Let's say I have a string "0101010" which represents bits.
I wish to write the string into file but as in binary, i.e. not the char '0' but the bit 0.
I tried using the getBytesArray() on the string but it seems to make no difference rather than simply writing the string.
Although Sarvesh Kumar Singh code will probably work, it looks so Javish to me that I think this question needs one more answer. The way I imaging Huffman coding to be implemented in Scala is something like this:
import scala.collection._
type Bit = Boolean
type BitStream = Iterator[Bit]
type BitArray = Array[Bit]
type ByteStream = Iterator[Byte]
type CharStream = Iterator[Char]
case class EncodingMapping(charMapping: Map[Char, BitArray], eofCharMapping: BitArray)

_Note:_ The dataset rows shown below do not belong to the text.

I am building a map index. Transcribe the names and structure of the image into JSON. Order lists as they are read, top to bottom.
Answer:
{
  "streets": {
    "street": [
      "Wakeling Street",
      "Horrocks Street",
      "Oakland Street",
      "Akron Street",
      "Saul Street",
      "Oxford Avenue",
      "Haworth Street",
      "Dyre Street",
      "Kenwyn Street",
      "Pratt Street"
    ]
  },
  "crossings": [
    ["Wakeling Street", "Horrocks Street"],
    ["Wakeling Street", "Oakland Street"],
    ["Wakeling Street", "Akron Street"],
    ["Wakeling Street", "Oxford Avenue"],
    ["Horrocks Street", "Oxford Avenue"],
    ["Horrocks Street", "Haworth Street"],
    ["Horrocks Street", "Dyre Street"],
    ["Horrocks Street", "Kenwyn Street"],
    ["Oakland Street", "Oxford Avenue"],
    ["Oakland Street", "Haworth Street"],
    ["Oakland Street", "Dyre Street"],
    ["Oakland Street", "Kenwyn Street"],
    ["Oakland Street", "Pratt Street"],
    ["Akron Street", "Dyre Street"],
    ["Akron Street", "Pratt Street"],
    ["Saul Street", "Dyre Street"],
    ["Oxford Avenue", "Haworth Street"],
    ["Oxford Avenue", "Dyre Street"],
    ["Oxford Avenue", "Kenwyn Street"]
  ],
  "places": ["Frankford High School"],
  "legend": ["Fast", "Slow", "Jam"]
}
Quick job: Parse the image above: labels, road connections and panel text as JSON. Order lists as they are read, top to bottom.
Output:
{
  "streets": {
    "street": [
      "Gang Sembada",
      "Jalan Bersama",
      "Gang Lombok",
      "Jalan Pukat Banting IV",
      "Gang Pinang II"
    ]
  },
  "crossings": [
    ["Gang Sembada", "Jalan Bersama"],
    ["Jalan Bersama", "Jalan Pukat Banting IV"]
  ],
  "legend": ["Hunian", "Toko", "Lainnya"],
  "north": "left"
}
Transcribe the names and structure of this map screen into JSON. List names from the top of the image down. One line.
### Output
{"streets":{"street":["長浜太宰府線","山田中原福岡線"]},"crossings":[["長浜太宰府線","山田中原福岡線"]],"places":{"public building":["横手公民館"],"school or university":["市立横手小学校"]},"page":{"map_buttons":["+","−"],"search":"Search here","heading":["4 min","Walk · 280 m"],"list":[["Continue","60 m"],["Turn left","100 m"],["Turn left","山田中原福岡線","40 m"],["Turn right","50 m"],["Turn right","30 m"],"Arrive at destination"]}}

def buildMapping(src: CharStream): EncodingMapping = {
def accumulateStats(src: CharStream): Map[Char, Int] = ???
def buildMappingImpl(stats: Map[Char, Int]): EncodingMapping = ???
val stats = accumulateStats(src)
buildMappingImpl(stats)
}
def convertBitsToBytes(bits: BitStream): ByteStream = {
bits.grouped(8).map(bits => {
val res = bits.foldLeft((0.toByte, 0))((acc, bit) => ((acc._1 * 2 + (if (bit) 1 else 0)).toByte, acc._2 + 1))
// last byte might be less than 8 bits
if (res._2 == 8)
res._1
else
(res._1 << (8 - res._2)).toByte
})
}
def encodeImpl(src: CharStream, mapping: EncodingMapping): ByteStream = {
val mainData = src.flatMap(ch => mapping.charMapping(ch))
val fullData = mainData ++ mapping.eofCharMapping
convertBitsToBytes(fullData)
}
// can be used to encode String as src. Thanks to StringLike/StringOps extension
def encode(src: Iterable[Char]): (EncodingMapping, ByteStream) = {
val mapping = buildMapping(src.iterator)
val encoded = encode(src.iterator, mapping)
(mapping, encoded)
}
def wrapClose[A <: java.io.Closeable, B](resource: A)(op: A => B): B = {
try {
op(resource)
}
finally {
resource.close()
}
}
def encodeFile(fileName: String): (EncodingMapping, ByteStream) = {
// note in real life you probably want to specify file encoding as well
val mapping = wrapClose(Source.fromFile(fileName))(buildMapping)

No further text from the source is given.